Hanif Kureishi (born 5 December 1954) is a British playwright, screenwriter and novelist.
He is known for his Oscar-nominated screenplay for 1985's My Beautiful Laundrette and the 1990 novel The Buddha of Suburbia.
His father was from a wealthy family based in Madras (now Chennai), whose members moved to Pakistan after the Partition of India in 1947. Rafiushan's father was a colonel and doctor in the British Indian Army. Rafiushan attended the Cathedral School in Bombay (now Mumbai), the same school attended by Salman Rushdie. The family was later close to the Bhuttos. Rafiushan's brother (Hanif's uncle), Omar Kureishi, was a newspaper columnist and manager of the Pakistan cricket team.
Rafiushan travelled to the UK in 1950 to study law, but ran out of money and took a desk job at the Pakistani high commission instead. There he met his wife-to-be, Audrey Buss. He wanted to be a writer but his ambitions were frustrated, with his submissions to publishers turned down.
Hanif Kureishi attended Bromley Technical High School and studied for at Bromley College of Technology. While at this college, he was elected student union president in 1972. Some of the characters from his semi-autobiographical novel The Buddha of Suburbia are drawn from this period.
He spent a year studying philosophy at Lancaster University, then withdrew. He later attended King's College London and earned a degree in philosophy.
He went on to write plays for the Hampstead Theatre, Soho Theatre, and by the age of 18, was with the Royal Court.
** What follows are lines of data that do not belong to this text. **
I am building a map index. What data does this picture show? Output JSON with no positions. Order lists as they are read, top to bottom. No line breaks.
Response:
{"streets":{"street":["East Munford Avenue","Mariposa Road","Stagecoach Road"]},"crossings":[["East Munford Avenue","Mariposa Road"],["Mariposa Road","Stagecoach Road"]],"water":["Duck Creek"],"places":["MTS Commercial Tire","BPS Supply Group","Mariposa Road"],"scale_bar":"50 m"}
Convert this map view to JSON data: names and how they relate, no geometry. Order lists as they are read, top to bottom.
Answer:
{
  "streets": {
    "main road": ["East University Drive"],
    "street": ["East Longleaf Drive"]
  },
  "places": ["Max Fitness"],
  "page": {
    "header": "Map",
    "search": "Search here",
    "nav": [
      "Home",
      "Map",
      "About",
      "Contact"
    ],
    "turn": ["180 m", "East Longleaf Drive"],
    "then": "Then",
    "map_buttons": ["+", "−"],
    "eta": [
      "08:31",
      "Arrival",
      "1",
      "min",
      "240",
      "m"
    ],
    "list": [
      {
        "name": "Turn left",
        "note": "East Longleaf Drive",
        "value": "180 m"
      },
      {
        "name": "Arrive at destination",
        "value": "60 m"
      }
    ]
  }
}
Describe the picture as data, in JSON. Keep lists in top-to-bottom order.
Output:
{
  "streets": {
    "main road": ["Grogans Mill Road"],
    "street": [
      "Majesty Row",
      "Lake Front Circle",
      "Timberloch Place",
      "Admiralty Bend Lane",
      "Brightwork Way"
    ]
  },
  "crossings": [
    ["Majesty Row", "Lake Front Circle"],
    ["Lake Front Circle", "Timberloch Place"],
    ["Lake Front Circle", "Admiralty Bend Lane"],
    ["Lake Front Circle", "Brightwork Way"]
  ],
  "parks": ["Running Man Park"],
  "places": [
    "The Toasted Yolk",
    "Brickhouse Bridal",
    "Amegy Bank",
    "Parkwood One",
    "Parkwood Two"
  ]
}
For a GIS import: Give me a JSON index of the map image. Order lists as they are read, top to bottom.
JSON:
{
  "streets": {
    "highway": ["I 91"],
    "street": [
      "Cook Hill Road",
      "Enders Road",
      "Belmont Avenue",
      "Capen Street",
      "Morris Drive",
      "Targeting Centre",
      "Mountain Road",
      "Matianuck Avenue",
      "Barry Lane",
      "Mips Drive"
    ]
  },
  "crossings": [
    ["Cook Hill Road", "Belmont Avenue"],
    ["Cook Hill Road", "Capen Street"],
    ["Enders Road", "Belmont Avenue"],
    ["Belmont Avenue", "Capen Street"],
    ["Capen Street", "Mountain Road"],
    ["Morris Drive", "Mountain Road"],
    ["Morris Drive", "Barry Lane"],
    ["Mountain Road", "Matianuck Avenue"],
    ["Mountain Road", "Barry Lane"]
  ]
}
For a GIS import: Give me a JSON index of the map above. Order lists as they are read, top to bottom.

He wrote My Beautiful Laundrette in 1985, about a gay Pakistani-British boy growing up in 1980s London, for a film directed by Stephen Frears. The screenplay’s depiction of racist hostility drew on Kureishi’s own experiences of racism at school; he has said that he was “literally the only brown person” at his high school and was subjected to racist abuse.
The film won the New York Film Critics Circle Award for Best Screenplay and received an Academy Award nomination for Best Original Screenplay. He also wrote the screenplay for Sammy and Rosie Get Laid (1987).
His novel The Buddha of Suburbia (1990) won the Whitbread Award for Best First Novel and was later adapted into a BBC television serial, with a soundtrack composed by David Bowie.
In 1991, his feature film London Kills Me, which he wrote and directed, was released.
Kureishi's novel Intimacy (1998) follows a man preparing to leave his partner and their two young children after feeling emotionally and physically rejected. The novel attracted controversy and was widely read as at least semi-autobiographical, in light of reports that Kureishi had recently left his then partner, Tracey Scoffield, and their twin sons.
In 2001, Kureishi's work was adapted into the film Intimacy, directed by Patrice Chéreau; the film won the Golden Bear at the Berlin International Film Festival, and its lead actor Kerry Fox received the Silver Bear for Best Actress. The book was translated into Persian by Niki Karimi; a Persian-language edition ( Nzdiky) is catalogued as published in Tehran by Tofiq Afrin in 1383 (2004–2005).
Kureishi's drama The Mother was adapted as a film by Roger Michell, released in 2003. It tells the story of a cross-generational relationship with a reversal of expected roles: a 70-year-old English grandmother seduces her daughter's boyfriend.
Kureishi wrote the screenplay for Venus (2006), a film starring Peter O'Toole. A novel titled Something to Tell You was published in 2008.
His 1995 novel The Black Album, adapted for the theatre, was performed at the National Theatre in July and August 2009.
In May 2011, he was awarded the second Asia House Literature Award on the closing night of the Asia House Literary Festival, where he discussed his Collected Essays (Faber).
Kureishi has also written non-fiction, including an autobiography, My Ear at His Heart. In it, he describes his relationship with his father, Rafiushan, who died in 1991.Cathy Galvin, "Hanif Kureishi: the pariah of suburbia" , The Telegraph, 13 December 2012.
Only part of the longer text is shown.